Assigned task: Only lines with the word "tools" are wanted; copy each of them from the listing below.

Data provided:
______________________________

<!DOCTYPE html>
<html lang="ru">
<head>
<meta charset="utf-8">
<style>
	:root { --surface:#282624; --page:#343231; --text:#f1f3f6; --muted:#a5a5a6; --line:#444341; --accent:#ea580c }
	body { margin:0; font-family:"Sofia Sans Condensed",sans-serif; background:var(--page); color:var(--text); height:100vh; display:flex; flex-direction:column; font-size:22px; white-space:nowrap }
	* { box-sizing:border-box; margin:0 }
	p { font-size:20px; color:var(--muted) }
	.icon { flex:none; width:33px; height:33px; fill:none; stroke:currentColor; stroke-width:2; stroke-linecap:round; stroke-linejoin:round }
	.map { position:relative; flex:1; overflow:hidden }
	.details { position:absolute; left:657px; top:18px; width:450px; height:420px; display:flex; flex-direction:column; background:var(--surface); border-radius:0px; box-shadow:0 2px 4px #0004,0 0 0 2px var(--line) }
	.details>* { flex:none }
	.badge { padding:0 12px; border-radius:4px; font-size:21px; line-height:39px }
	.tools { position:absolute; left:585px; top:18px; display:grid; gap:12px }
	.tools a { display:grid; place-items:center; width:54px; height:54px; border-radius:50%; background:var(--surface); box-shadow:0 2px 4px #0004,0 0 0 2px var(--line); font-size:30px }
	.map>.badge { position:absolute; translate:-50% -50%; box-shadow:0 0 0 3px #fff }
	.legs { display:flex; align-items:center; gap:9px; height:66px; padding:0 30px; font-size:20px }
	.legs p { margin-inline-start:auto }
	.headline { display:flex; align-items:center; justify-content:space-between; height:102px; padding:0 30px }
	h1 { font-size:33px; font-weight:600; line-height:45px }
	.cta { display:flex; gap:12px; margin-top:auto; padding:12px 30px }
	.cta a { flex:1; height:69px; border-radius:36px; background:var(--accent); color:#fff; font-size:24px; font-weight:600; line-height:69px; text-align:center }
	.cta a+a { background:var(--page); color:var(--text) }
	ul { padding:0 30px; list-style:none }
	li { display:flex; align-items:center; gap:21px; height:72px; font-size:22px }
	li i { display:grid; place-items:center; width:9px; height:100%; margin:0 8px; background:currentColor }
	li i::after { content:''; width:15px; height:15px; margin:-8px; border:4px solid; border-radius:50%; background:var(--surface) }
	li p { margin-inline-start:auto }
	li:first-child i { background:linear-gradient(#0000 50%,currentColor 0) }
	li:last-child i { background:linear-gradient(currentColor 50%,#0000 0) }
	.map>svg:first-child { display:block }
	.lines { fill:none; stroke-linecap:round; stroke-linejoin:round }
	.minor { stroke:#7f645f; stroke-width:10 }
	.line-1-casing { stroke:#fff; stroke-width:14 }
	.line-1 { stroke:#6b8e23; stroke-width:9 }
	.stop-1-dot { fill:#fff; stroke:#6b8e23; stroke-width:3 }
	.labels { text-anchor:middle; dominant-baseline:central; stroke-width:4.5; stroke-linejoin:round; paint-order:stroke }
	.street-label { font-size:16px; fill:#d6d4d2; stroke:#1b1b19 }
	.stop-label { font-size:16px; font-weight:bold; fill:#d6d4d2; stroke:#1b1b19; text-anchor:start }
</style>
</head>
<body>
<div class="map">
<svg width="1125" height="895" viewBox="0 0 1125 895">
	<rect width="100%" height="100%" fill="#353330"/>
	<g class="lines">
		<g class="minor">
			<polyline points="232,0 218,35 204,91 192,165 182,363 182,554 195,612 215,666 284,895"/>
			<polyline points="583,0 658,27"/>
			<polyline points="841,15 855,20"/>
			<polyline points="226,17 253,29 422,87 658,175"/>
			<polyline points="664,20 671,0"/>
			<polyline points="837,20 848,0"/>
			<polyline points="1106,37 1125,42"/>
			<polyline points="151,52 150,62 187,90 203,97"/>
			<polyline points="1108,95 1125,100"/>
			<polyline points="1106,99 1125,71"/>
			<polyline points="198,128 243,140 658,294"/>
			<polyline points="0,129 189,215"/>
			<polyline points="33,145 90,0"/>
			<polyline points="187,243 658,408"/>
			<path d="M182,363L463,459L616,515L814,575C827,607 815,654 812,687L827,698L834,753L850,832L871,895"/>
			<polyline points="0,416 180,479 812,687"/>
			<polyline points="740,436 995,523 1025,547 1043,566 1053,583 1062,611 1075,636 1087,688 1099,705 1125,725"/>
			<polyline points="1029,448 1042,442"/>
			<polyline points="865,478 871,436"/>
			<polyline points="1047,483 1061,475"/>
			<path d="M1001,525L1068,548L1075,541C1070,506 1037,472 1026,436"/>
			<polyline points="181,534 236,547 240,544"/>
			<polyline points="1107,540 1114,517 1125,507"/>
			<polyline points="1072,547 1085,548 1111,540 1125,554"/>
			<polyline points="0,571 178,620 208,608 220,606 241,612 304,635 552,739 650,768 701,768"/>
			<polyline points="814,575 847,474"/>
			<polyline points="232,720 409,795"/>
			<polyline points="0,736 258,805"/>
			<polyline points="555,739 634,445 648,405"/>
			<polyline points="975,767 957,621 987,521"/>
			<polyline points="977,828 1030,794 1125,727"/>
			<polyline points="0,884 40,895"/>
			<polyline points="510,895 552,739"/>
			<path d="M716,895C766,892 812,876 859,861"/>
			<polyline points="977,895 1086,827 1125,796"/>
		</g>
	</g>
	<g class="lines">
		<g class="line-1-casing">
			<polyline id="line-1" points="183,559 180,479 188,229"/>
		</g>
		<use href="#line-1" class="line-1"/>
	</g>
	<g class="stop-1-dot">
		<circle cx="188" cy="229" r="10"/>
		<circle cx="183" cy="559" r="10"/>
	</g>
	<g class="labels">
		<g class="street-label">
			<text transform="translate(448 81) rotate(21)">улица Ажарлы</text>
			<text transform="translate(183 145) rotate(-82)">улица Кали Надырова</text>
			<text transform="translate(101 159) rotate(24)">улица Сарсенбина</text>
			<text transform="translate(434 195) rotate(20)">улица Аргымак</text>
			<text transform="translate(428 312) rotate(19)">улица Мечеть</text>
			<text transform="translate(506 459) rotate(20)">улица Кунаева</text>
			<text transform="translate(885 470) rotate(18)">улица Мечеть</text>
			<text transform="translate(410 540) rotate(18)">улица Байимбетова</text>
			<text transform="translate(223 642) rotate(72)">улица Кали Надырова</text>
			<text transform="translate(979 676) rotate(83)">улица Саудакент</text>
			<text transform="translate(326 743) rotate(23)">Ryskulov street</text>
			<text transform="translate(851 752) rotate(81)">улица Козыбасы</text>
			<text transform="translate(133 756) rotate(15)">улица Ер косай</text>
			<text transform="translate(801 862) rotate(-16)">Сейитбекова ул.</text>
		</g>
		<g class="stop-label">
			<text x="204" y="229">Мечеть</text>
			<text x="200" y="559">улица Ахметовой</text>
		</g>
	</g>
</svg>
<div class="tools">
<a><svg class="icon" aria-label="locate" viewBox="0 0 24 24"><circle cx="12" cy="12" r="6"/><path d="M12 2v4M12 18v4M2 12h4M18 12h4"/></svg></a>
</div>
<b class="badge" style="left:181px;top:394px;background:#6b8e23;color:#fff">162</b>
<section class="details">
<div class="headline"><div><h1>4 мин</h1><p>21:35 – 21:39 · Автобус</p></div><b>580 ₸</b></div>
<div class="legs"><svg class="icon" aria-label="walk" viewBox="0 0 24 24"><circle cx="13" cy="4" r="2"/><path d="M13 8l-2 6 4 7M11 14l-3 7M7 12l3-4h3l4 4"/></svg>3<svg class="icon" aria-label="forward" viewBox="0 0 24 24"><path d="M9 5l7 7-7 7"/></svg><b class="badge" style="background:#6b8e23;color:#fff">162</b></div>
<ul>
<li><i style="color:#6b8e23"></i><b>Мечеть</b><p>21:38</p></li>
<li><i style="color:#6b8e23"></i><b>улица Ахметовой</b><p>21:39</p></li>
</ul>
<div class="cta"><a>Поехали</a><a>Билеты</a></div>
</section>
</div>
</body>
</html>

______________________________

Response to this task:
	.tools { position:absolute; left:585px; top:18px; display:grid; gap:12px }
	.tools a { display:grid; place-items:center; width:54px; height:54px; border-radius:50%; background:var(--surface); box-shadow:0 2px 4px #0004,0 0 0 2px var(--line); font-size:30px }
<div class="tools">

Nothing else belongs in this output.